La Casa Bianca ha diffuso due separate dichiarazioni sui recenti colloqui tecnici avvenuti in Arabia Saudita, con il coinvolgimento di Mosca e Kiev. I testi, intitolati rispettivamente "Esiti dei gruppi di esperti Usa e Russia sul Mar Nero a Riad 23-25 marzo" e "Esiti dei gruppi di esperti Usa e Ucraina", delineano cinque impegni, di cui quattro sono identici, mentre uno differisce tra i due. Entrambe le dichiarazioni iniziano richiamando gli incontri presidenziali tra Donald Trump e Vladimir Putin, e tra Trump e Volodymyr Zelensky, ribadendo che gli Stati Uniti sisono impegnati nel facilitare i colloqui bilaterali a livello tecnico con le delegazioni russa e ucraina dal 23 al 25 marzo. A seguito di questi colloqui, sono stati concordati 5 punti.

1. Il Mar Nero

Gli Stati Uniti, la Russia e l'Ucraina si impegnano a garantire la sicurezza della navigazione, a vietare l'uso della forza e a prevenire l'impiego di navi commerciali per scopi militari nel Mar Nero. Una clausola condivisa da entrambe le parti per garantire la sicurezza della navigazione nel Mar Nero: Stati Uniti, Ucraina e Russia concordano sull'eliminazione dell’uso della forza e sul divieto di impiegare navi commerciali per scopi bellici. Una tregua fragile come il mare in tempesta, ma fondamentale per evitare ulteriori escalation nello scacchiere navale.

2. Aspetti umanitari (e una doppia versione)

Nella versione di Kiev, gli Stati Uniti si impegnano a sostenere con ogni mezzo la liberazione dei prigionieri di guerra e il ritorno dei bambini deportati, sottratti con la forza dalle autorità russe. Un accordo che tocca le corde più sensibili del conflitto: il dramma dei rapimenti, la devastazione delle famiglie, l'uso della popolazione civile come pedina negoziale.

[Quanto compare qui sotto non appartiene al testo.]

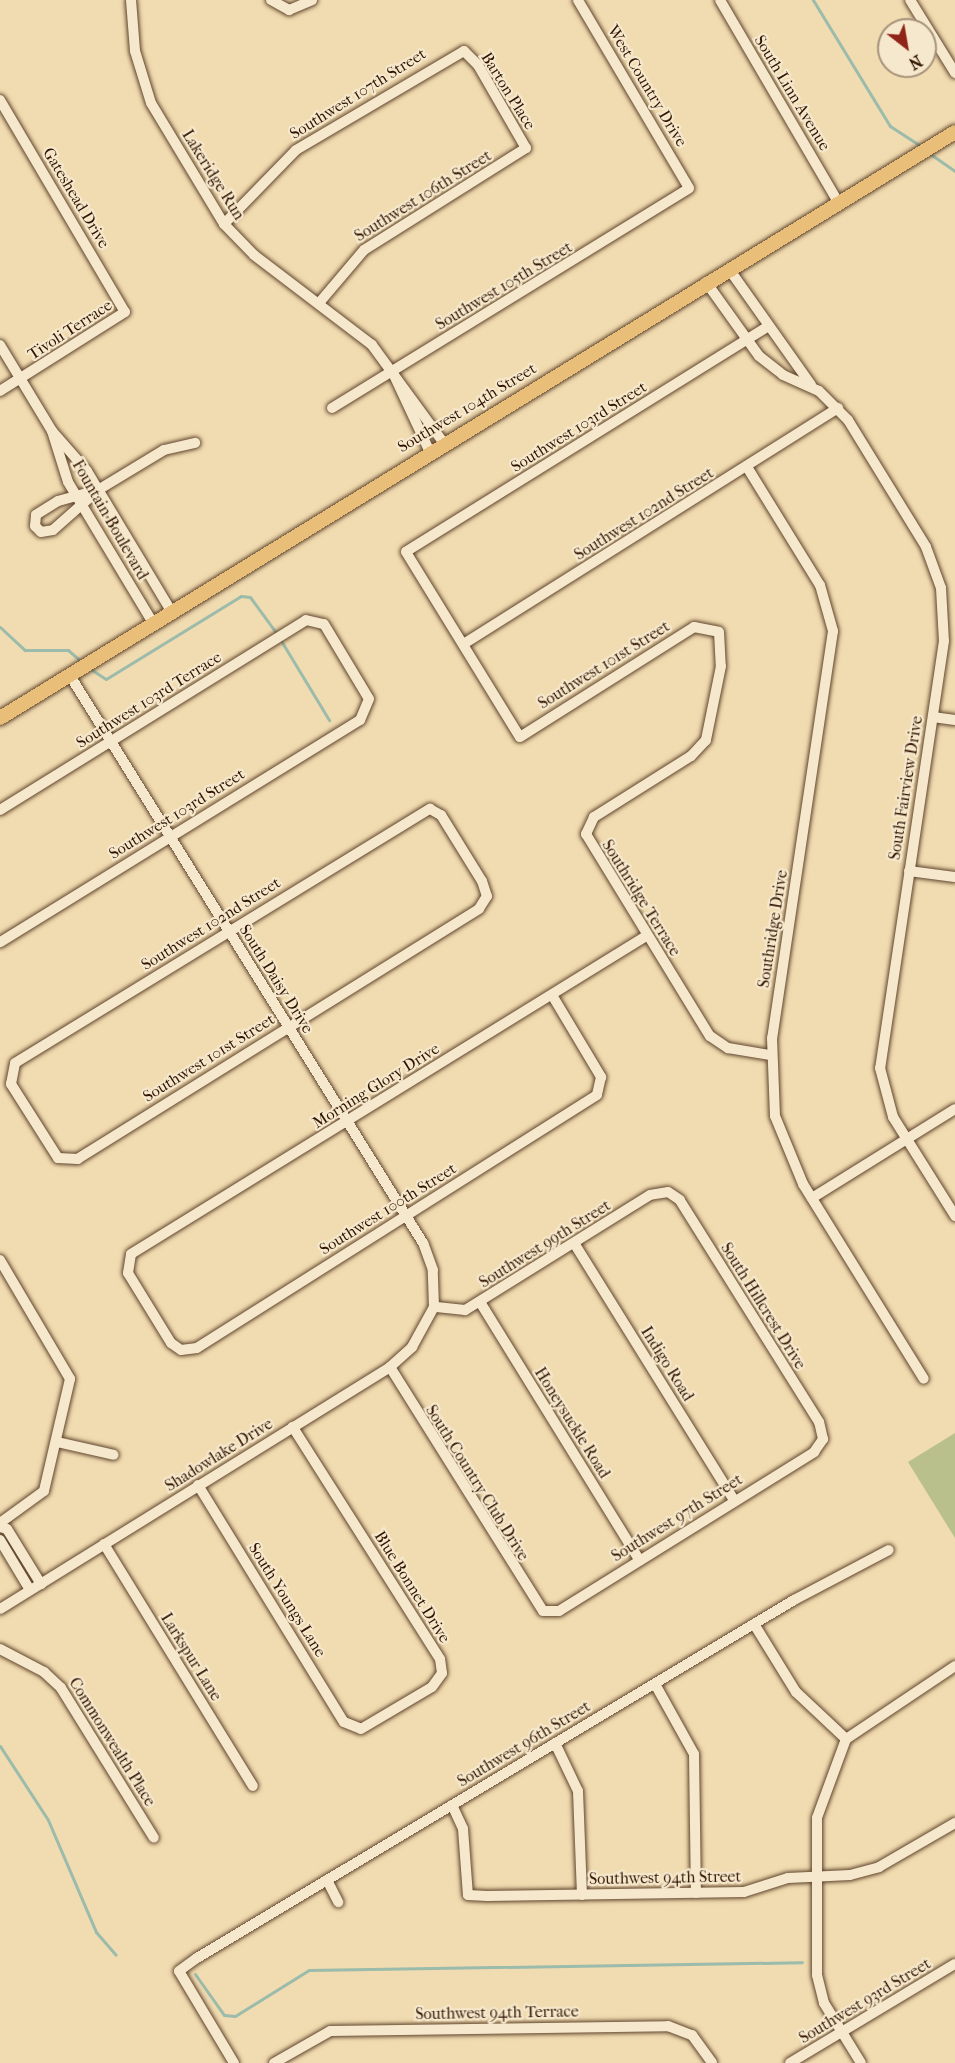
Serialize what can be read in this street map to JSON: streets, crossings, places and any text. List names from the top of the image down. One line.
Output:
{"streets":{"main road":["Southwest 104th Street"],"street":["West Country Drive","Barton Place","South Linn Avenue","Southwest 107th Street","Lakeridge Run","Southwest 106th Street","Gateshead Drive","Southwest 105th Street","Tivoli Terrace","Southwest 103rd Street","Southwest 102nd Street","Fountain Boulevard","Southwest 101st Street","Southwest 103rd Terrace","South Fairview Drive","Southridge Terrace","Southridge Drive","South Daisy Drive","Morning Glory Drive","Southwest 100th Street","Southwest 99th Street","South Hillcrest Drive","Indigo Road","Honeysuckle Road","Shadowlake Drive","South Country Club Drive","Southwest 97th Street","Blue Bonnet Drive","South Youngs Lane","Larkspur Lane","Commonwealth Place","Southwest 96th Street","Southwest 94th Street","Southwest 93rd Street","Southwest 94th Terrace"]},"crossings":[["West Country Drive","Southwest 105th Street"],["Barton Place","Southwest 107th Street"],["Barton Place","Southwest 106th Street"],["South Linn Avenue","Southwest 104th Street"],["Southwest 107th Street","Lakeridge Run"],["Lakeridge Run","Southwest 106th Street"],["Lakeridge Run","Southwest 105th Street"],["Lakeridge Run","Southwest 104th Street"],["Gateshead Drive","Tivoli Terrace"],["Tivoli Terrace","Fountain Boulevard"],["Southwest 104th Street","Fountain Boulevard"],["Southwest 104th Street","South Fairview Drive"],["Southwest 104th Street","South Daisy Drive"],["Southwest 103rd Street","Southwest 102nd Street"],["Southwest 103rd Street","Southwest 101st Street"],["Southwest 103rd Street","Southwest 103rd Terrace"],["Southwest 103rd Street","South Fairview Drive"],["Southwest 103rd Street","South Daisy Drive"],["Southwest 102nd Street","Southwest 101st Street"],["Southwest 102nd Street","South Fairview Drive"],["Southwest 102nd Street","Southridge Drive"],["Southwest 102nd Street","South Daisy Drive"],["Southwest 101st Street","Southridge Terrace"],["Southwest 101st Street","South Daisy Drive"],["Southwest 103rd Terrace","South Daisy Drive"],["Southridge Terrace","Southridge Drive"],["Southridge Terrace","Morning Glory Drive"],["South Daisy Drive","Morning Glory Drive"],["South Daisy Drive","Southwest 100th Street"],["South Daisy Drive","Southwest 99th Street"],["South Daisy Drive","Shadowlake Drive"],["Morning Glory Drive","Southwest 100th Street"],["Southwest 99th Street","South Hillcrest Drive"],["Southwest 99th Street","Indigo Road"],["Southwest 99th Street","Honeysuckle Road"],["Southwest 99th Street","Shadowlake Drive"],["South Hillcrest Drive","Southwest 97th Street"],["Indigo Road","Southwest 97th Street"],["Honeysuckle Road","Southwest 97th Street"],["Shadowlake Drive","South Country Club Drive"],["Shadowlake Drive","Blue Bonnet Drive"],["Shadowlake Drive","South Youngs Lane"],["Shadowlake Drive","Larkspur Lane"],["South Country Club Drive","Southwest 97th Street"],["Blue Bonnet Drive","South Youngs Lane"],["Southwest 96th Street","Southwest 94th Street"]],"north":"bottom right"}
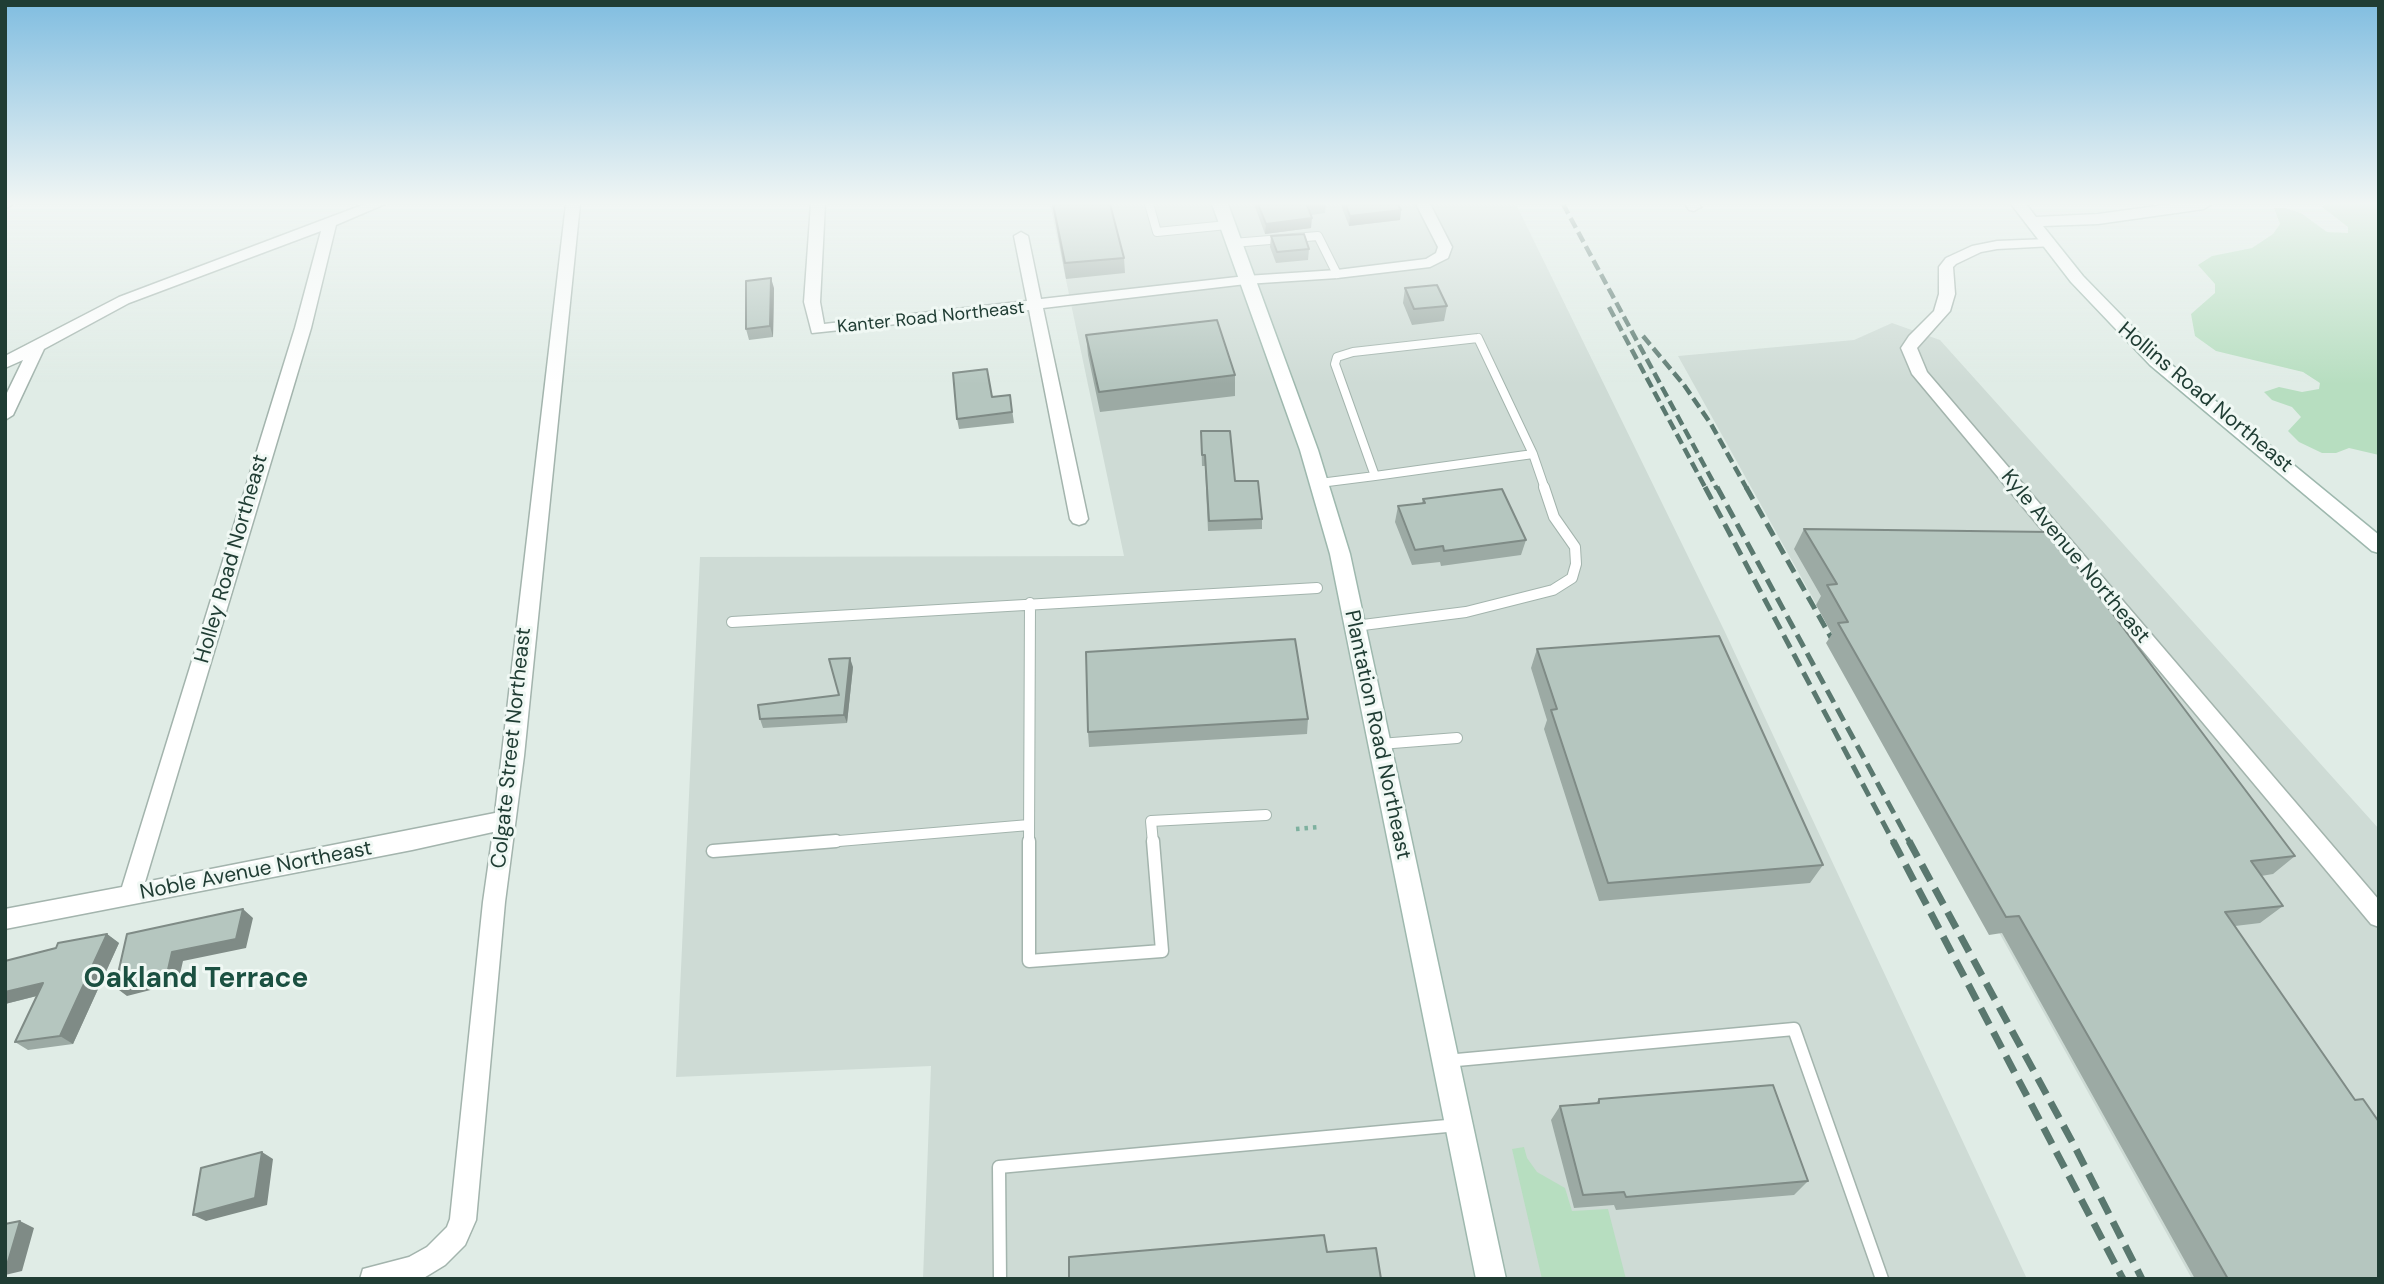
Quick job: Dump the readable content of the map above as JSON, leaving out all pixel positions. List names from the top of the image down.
{
  "streets": {
    "street": [
      "Kanter Road Northeast",
      "Hollins Road Northeast",
      "Kyle Avenue Northeast",
      "Holley Road Northeast",
      "Plantation Road Northeast",
      "Colgate Street Northeast",
      "Noble Avenue Northeast"
    ]
  },
  "crossings": [
    ["Kanter Road Northeast", "Plantation Road Northeast"],
    ["Holley Road Northeast", "Noble Avenue Northeast"],
    ["Colgate Street Northeast", "Noble Avenue Northeast"]
  ],
  "districts": ["Oakland Terrace"]
}
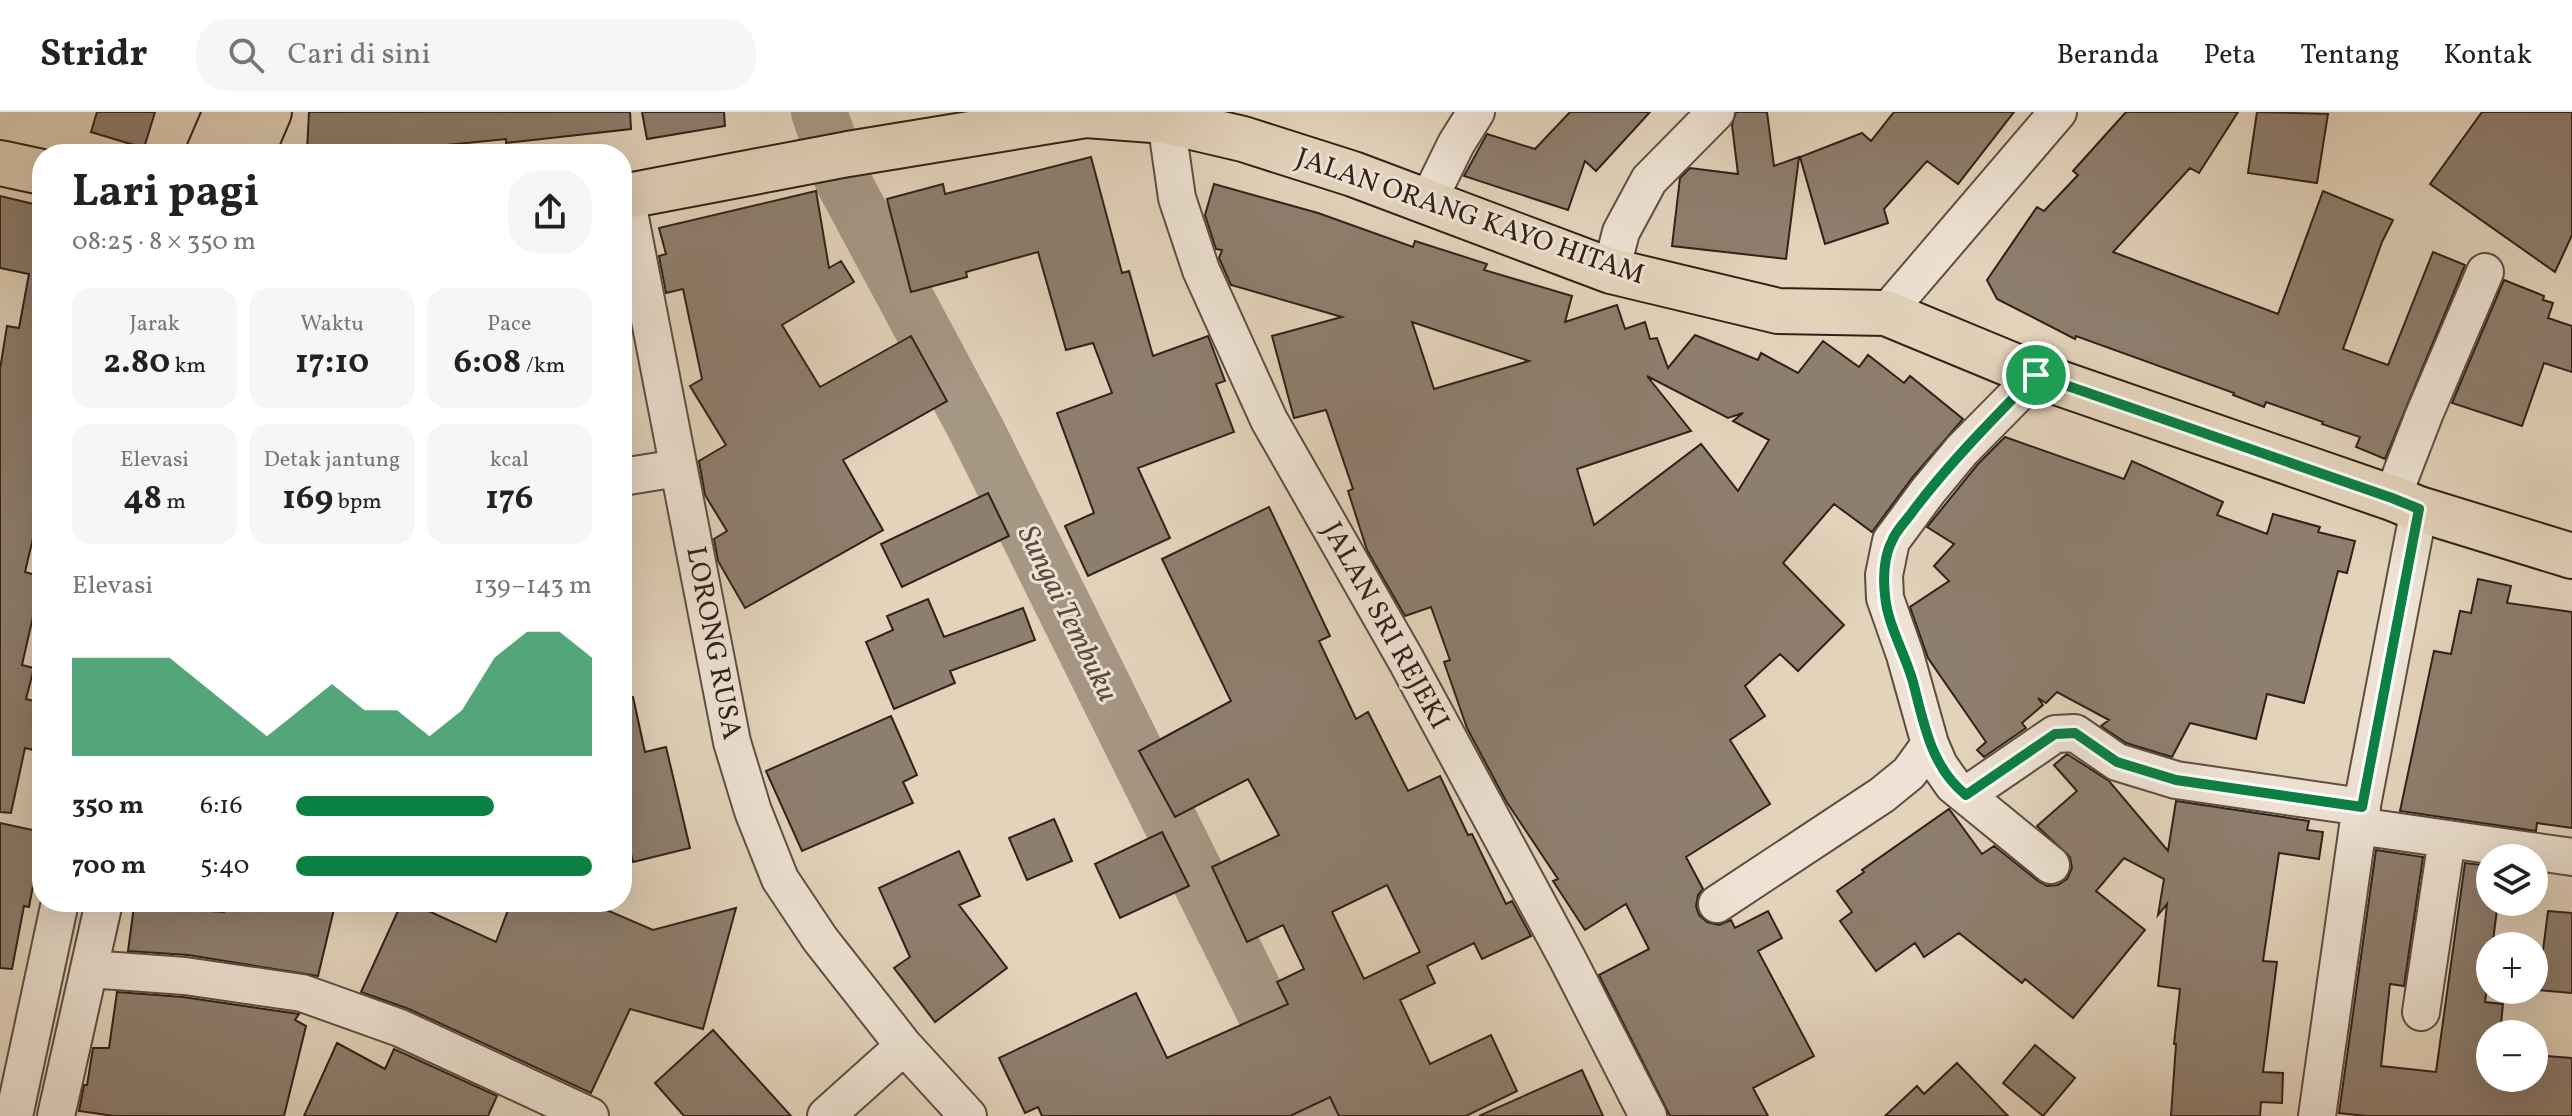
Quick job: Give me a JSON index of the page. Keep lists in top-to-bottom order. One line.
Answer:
{"streets":{"main road":["JALAN ORANG KAYO HITAM"],"street":["JALAN SRI REJEKI","LORONG RUSA"]},"crossings":[["JALAN ORANG KAYO HITAM","JALAN SRI REJEKI"]],"water":["Sungai Tembuku"],"page":{"header":"Stridr","search":"Cari di sini","nav":["Beranda","Peta","Tentang","Kontak"],"heading":["Lari pagi","08:25 · 8 × 350 m"],"stats":[["Jarak","2.80 km"],["Waktu","17:10"],["Pace","6:08 /km"],["Elevasi","48 m"],["Detak jantung","169 bpm"],["kcal","176"]],"chart":["Elevasi","139–143 m"],"list":[{"name":"350 m","note":"6:16"},{"name":"700 m","note":"5:40"}],"map_buttons":["+","−"]}}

Nella versione di Mosca, il discorso cambia drasticamente. L’attenzione si sposta sul commercio: con gli Stati Uniti che agevoleranno il ritorno della Russia nel mercato globale dell’agricoltura e dei fertilizzanti, ridurranno i costi assicurativi per il trasporto marittimo e faciliteranno l’accesso ai porti e ai circuiti di pagamento. Un pragmatismo cinico, una mossa che mira a riattivare l’economia russa in cambio di concessioni su altri fronti.

In entrambe le dichiarazioni, il secondo punto differisce in base alla parte coinvolta, ma i principali impegni rimangono invariati.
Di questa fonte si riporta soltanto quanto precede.